Reason #3: You Have No Positioning or Value Proposition
How are you unique, interesting or different? (After all, only things that stand out get remembered).
Being “low-cost” doesn’t work. Everyone claims that, and few really are.
Being “better” doesn’t always work either. Someone will always be better than you at some specific aspect.
But this goes beyond taglines or slogans.
Your social media strategy should be an extension of this positioning.
Corrective Strategy: Stand for something and make more enemies.
Stone Brewery is the largest brewery in Southern California, and one of the biggest craft brewers in the country.
Last year they announced an expansion plan that includes (among other things), a 18.7 acre organic farm so they can use the best ingredients in their beer and restaurants, and a possible tourist hotel because so many people visit their brewery.

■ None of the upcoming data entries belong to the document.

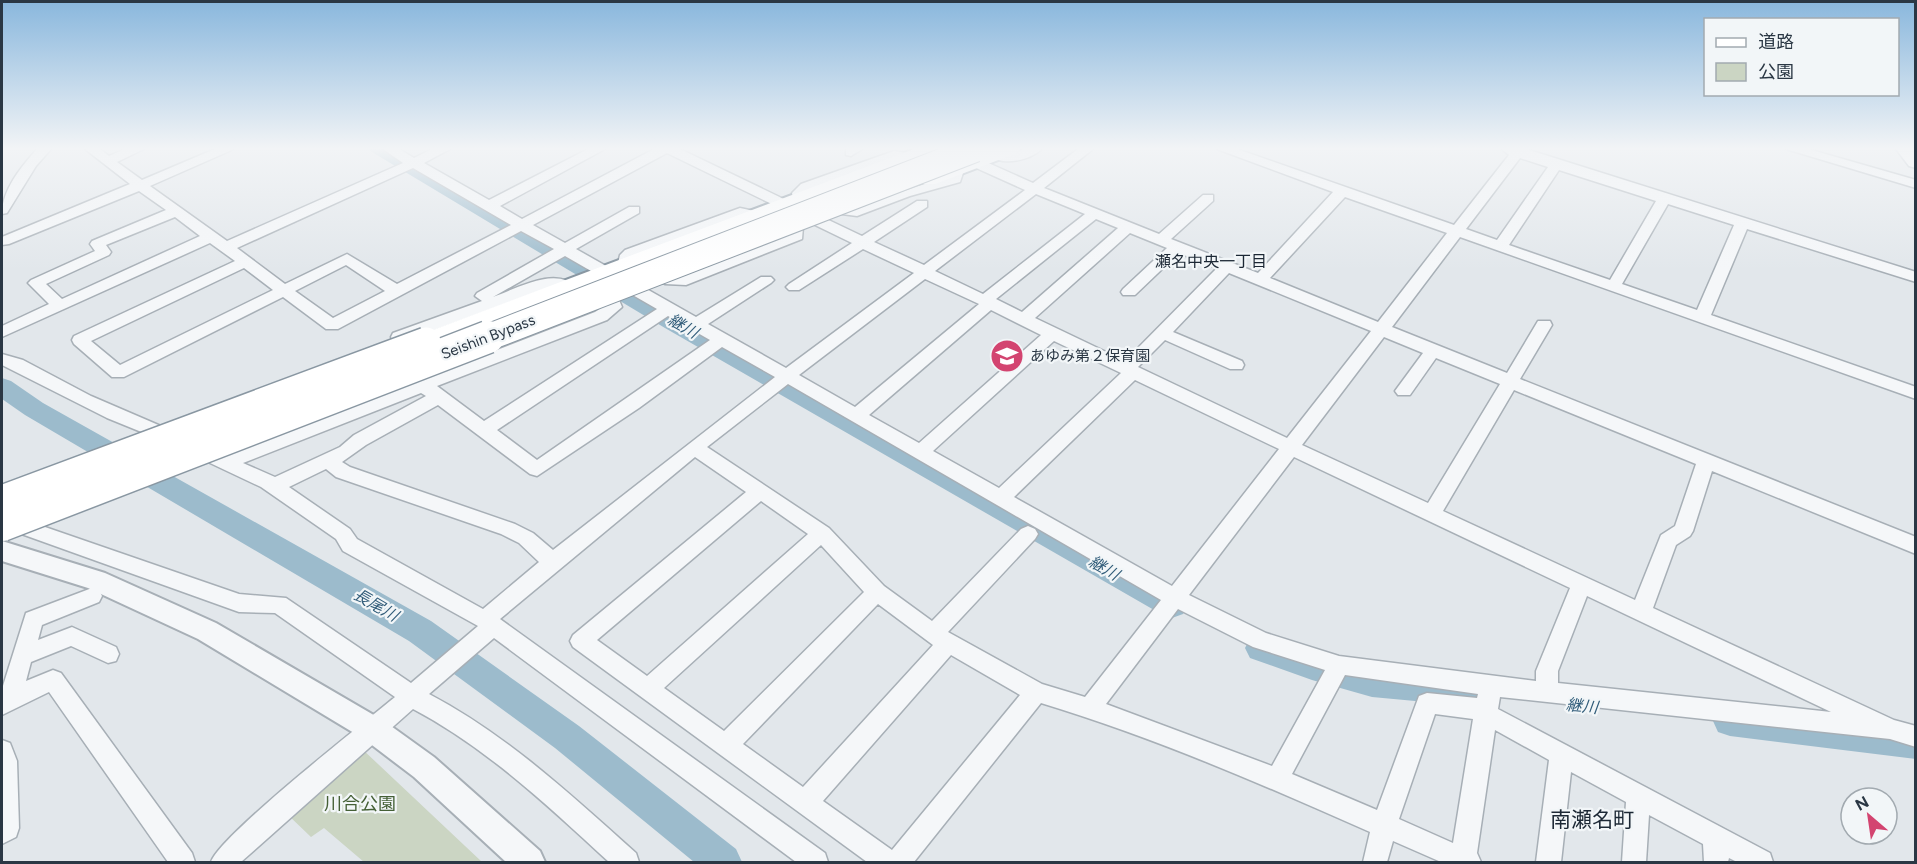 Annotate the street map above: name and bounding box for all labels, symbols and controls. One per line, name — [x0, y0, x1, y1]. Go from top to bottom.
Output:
legend — [1704, 18, 1899, 96]
text: 道路 — [1758, 31, 1794, 53]
text: 公園 — [1758, 61, 1794, 83]
district label: 瀬名中央一丁目 — [1155, 252, 1267, 271]
water label: 継川 — [664, 310, 703, 343]
street label: Seishin Bypass — [438, 311, 538, 363]
school or university icon: あゆみ第２保育園 — [989, 338, 1025, 374]
place label: あゆみ第２保育園 — [1030, 347, 1150, 365]
water label: 継川 — [1085, 552, 1124, 585]
water label: 長尾川 — [350, 585, 403, 626]
water label: 継川 — [1565, 695, 1601, 717]
north arrow — [1839, 786, 1899, 846]
text: N — [1852, 792, 1872, 815]
park label: 川合公園 — [324, 793, 396, 815]
district label: 南瀬名町 — [1550, 807, 1634, 832]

Stone believes in a certain way of doing business, and they aren’t afraid to voice their opinions.
They’re unabashedly against light, tasteless lagers (and the people who drink them). And as the scrappy up-start, they’re the complete opposite of the large, stuffy corporations in the industries.
The label on one of their most popular beers, Arrogant Bastard, warns people straight away:
Their social media accounts are no different. Each update is witty, interesting, and slightly arrogant in a funny-sarcastic way.
Sure, beer is an extremely “shareable” topic (see point #1). But you’d be hard pressed to find a more dedicated and engaged audience. And regardless of your taste in beer, you can’t deny Stone’s originality and bold positioning.
Their social media is just an extension of their brand. Which sounds obvious. But if it’s so simple, then why don’t most companies do it?
Most companies have no engagement, because people don’t care enough about them.
Even if you’re never heard of Stone Brewery before (and whether you agree or disagree with their philosophy), you already have an opinion.
And that’s the first step to getting people to talk about you. Or interacting and engaging with you in social media.